VENEZUELA, AS ITS president, Hugo Chavez, never tires of pointing out, is still a democracy. It’s just a place where democracy is a little more nonbinding than elsewhere.

To illustrate just how democratic the country is, the 167 members of the National Assembly -- all of whom support the president because the opposition boycotted the last parliamentary election -- convened outdoors in Caracas last month, to be better seen by the throngs of red-shirted Chavistas gathered in the square, and unanimously voted themselves into irrelevance.

For the record:

12:00 a.m. Feb. 14, 2007 For The Record
Los Angeles Times Wednesday February 14, 2007 Home Edition Main News Part A Page 22 Editorial Pages Desk 1 inches; 61 words Type of Material: Correction
Venezuela: An editorial Saturday said that Venezuelan President Hugo Chavez was expected to use his newly granted powers to make law by decree to abolish presidential term limits. Although Chavez has stated his intention to seek an end to term limits, he does not have the power to do so on his own; such a change would require a national referendum.
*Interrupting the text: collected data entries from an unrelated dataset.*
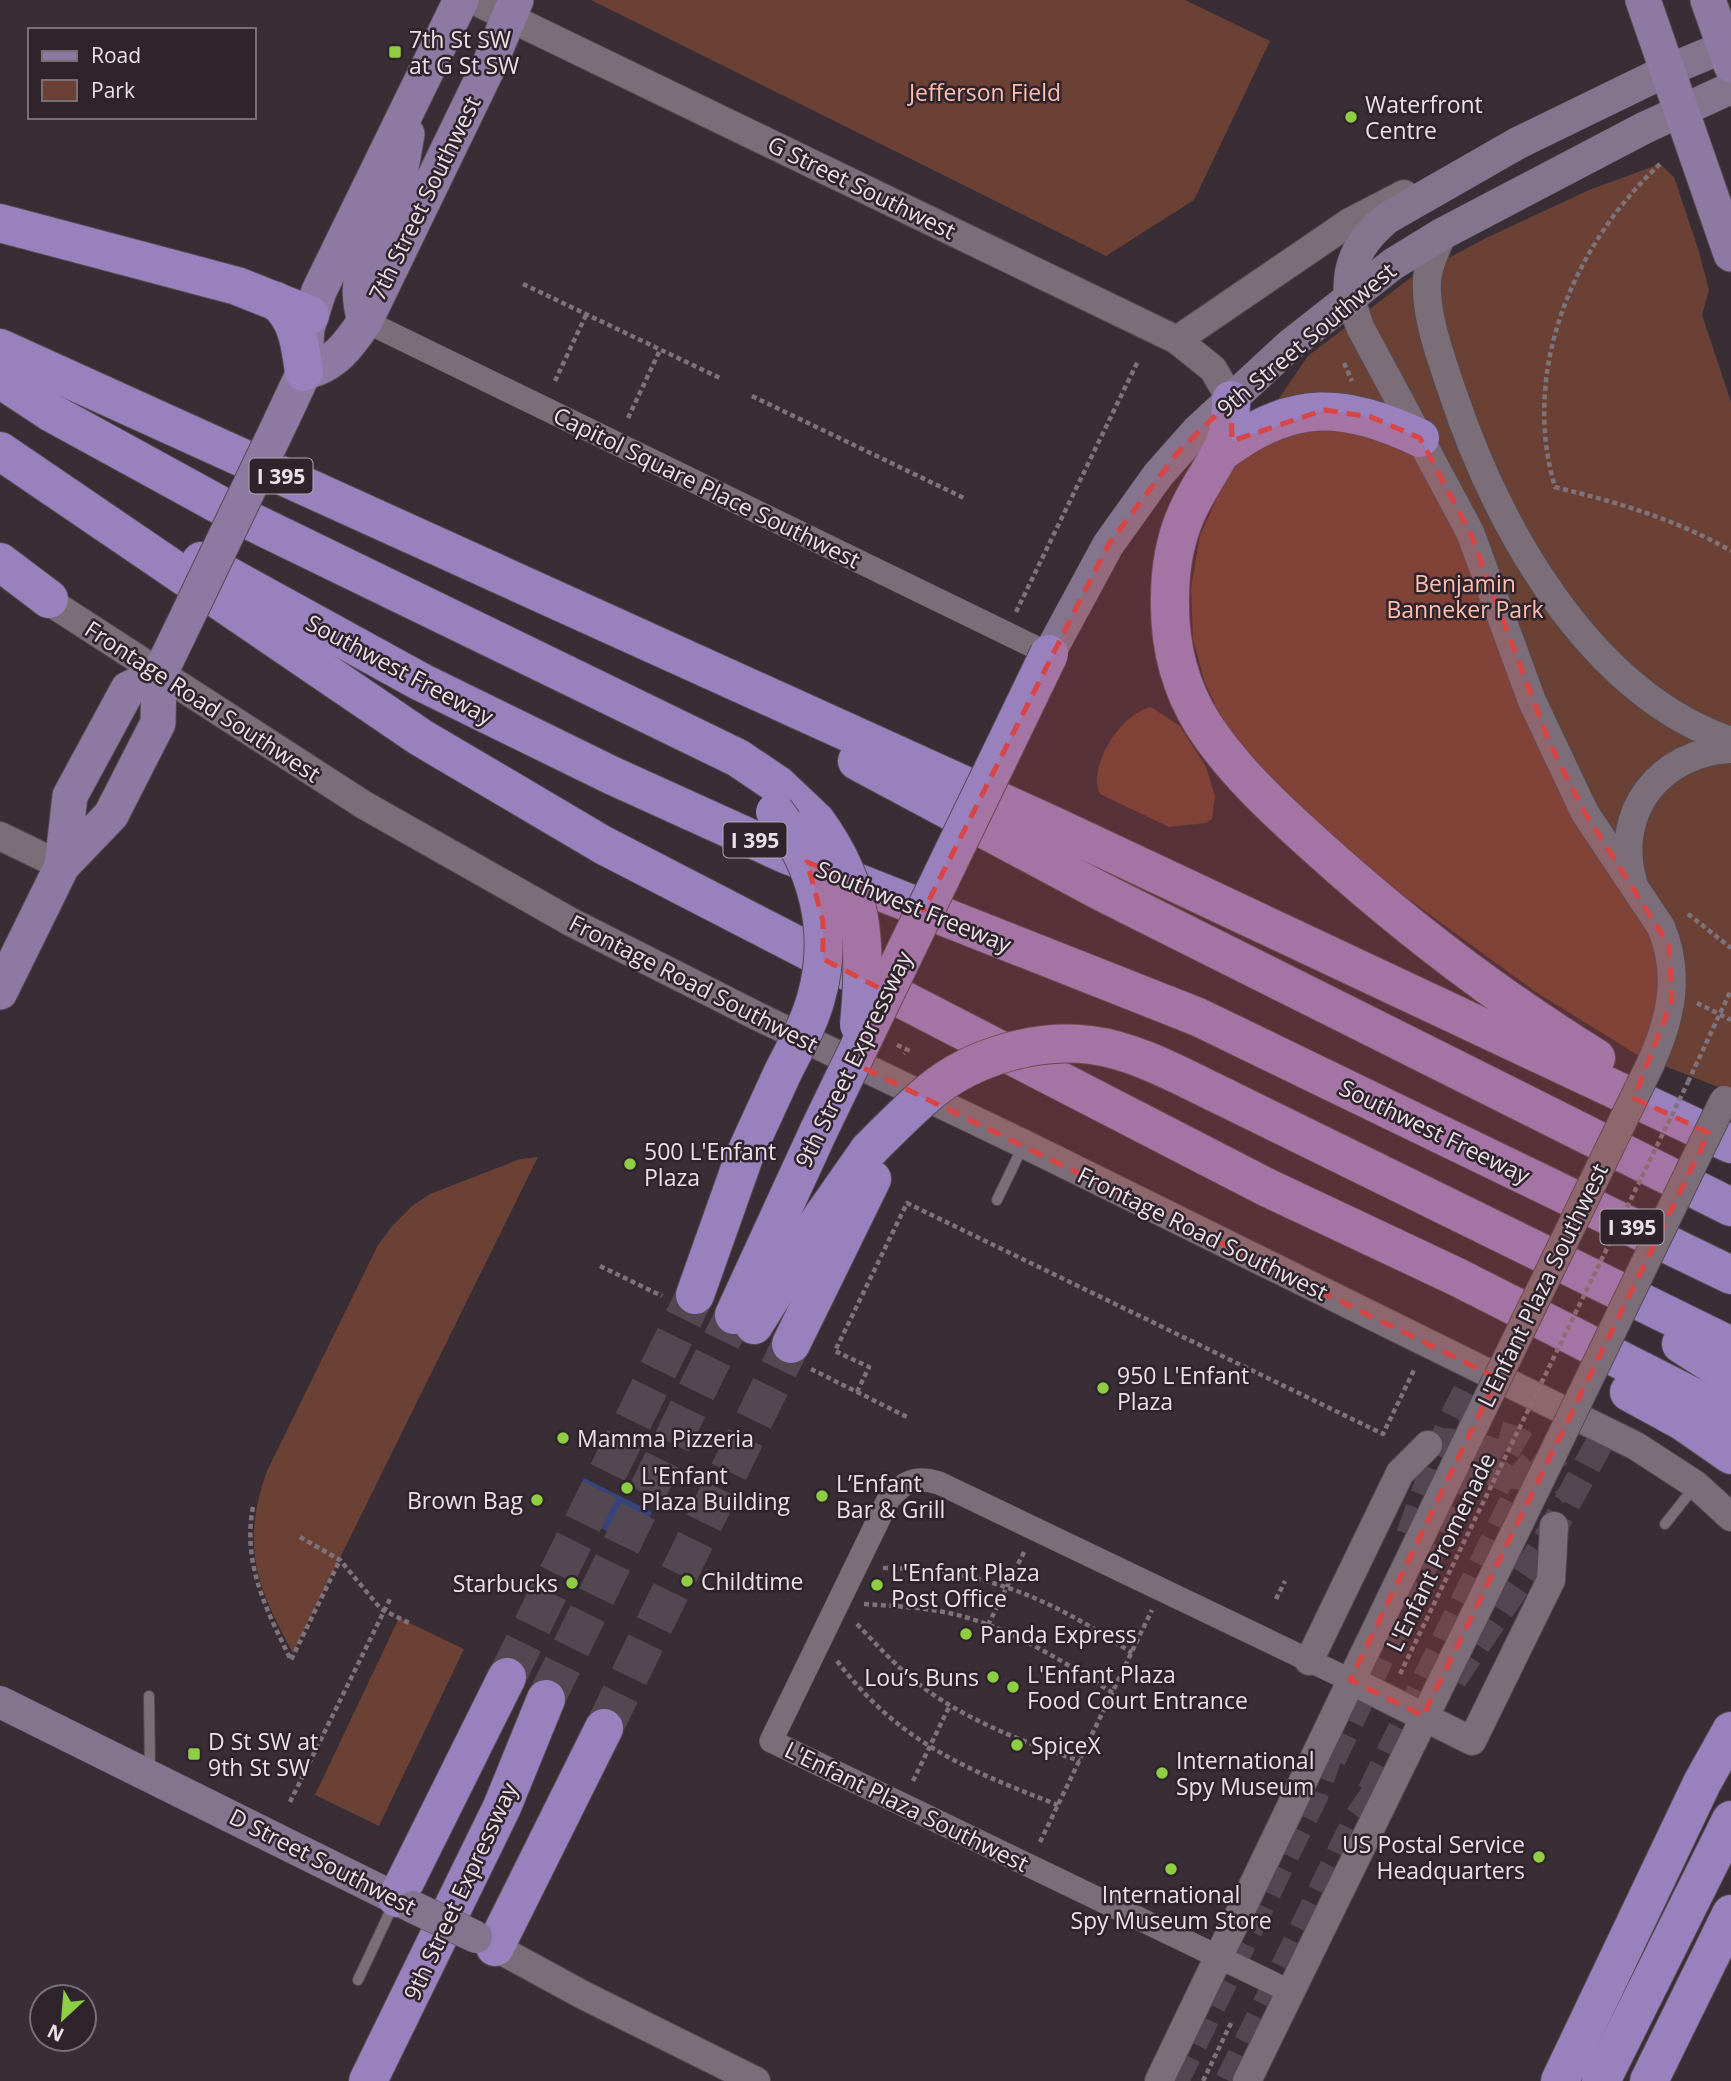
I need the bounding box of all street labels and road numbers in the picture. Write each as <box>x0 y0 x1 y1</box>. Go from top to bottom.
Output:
street label: 7th Street Southwest <box>360 90 488 306</box>
street label: G Street Southwest <box>763 128 961 246</box>
street label: 9th Street Southwest <box>1210 255 1402 423</box>
street label: Capitol Square Place Southwest <box>548 399 866 575</box>
road number: I 395 <box>250 458 312 494</box>
street label: Southwest Freeway <box>301 606 500 732</box>
street label: Frontage Road Southwest <box>79 613 327 789</box>
road number: I 395 <box>724 822 786 858</box>
street label: Southwest Freeway <box>812 852 1017 960</box>
street label: Frontage Road Southwest <box>564 906 824 1060</box>
street label: 9th Street Expressway <box>787 945 920 1172</box>
street label: Southwest Freeway <box>1335 1071 1536 1191</box>
street label: Frontage Road Southwest <box>1072 1158 1334 1308</box>
street label: L'Enfant Plaza Southwest <box>1469 1158 1615 1412</box>
road number: I 395 <box>1600 1210 1664 1244</box>
street label: L'Enfant Promenade <box>1378 1447 1502 1657</box>
street label: L'Enfant Plaza Southwest <box>780 1733 1034 1879</box>
street label: 9th Street Expressway <box>395 1776 525 2005</box>
street label: D Street Southwest <box>224 1800 422 1922</box>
The vote gave Chavez the power to make laws by decree for 18 months, with no need to even use his Assembly’s rubber stamp. Seeing as how Chavez already had total control over the judicial branch, how he is taking steps to quell opposition media and how he could have rammed any law he chose through the Assembly with barely a semblance of debate or a whisper of protest, his new powers seem gratuitous. But even symbolic oversight can be messy, bureaucratic and slow. Kind of like democracy.


Venezuela’s constitution allows the legislature to cede decree powers to the president, which it has done several times to other presidents and once before to Chavez, in 2000. But normally this occurs in times of fiscal upheaval, not while the nation is swimming in oil revenues. Chavez is expected to use his powers to, among other frightening things, do away with presidential term limits so he can remain in office indefinitely.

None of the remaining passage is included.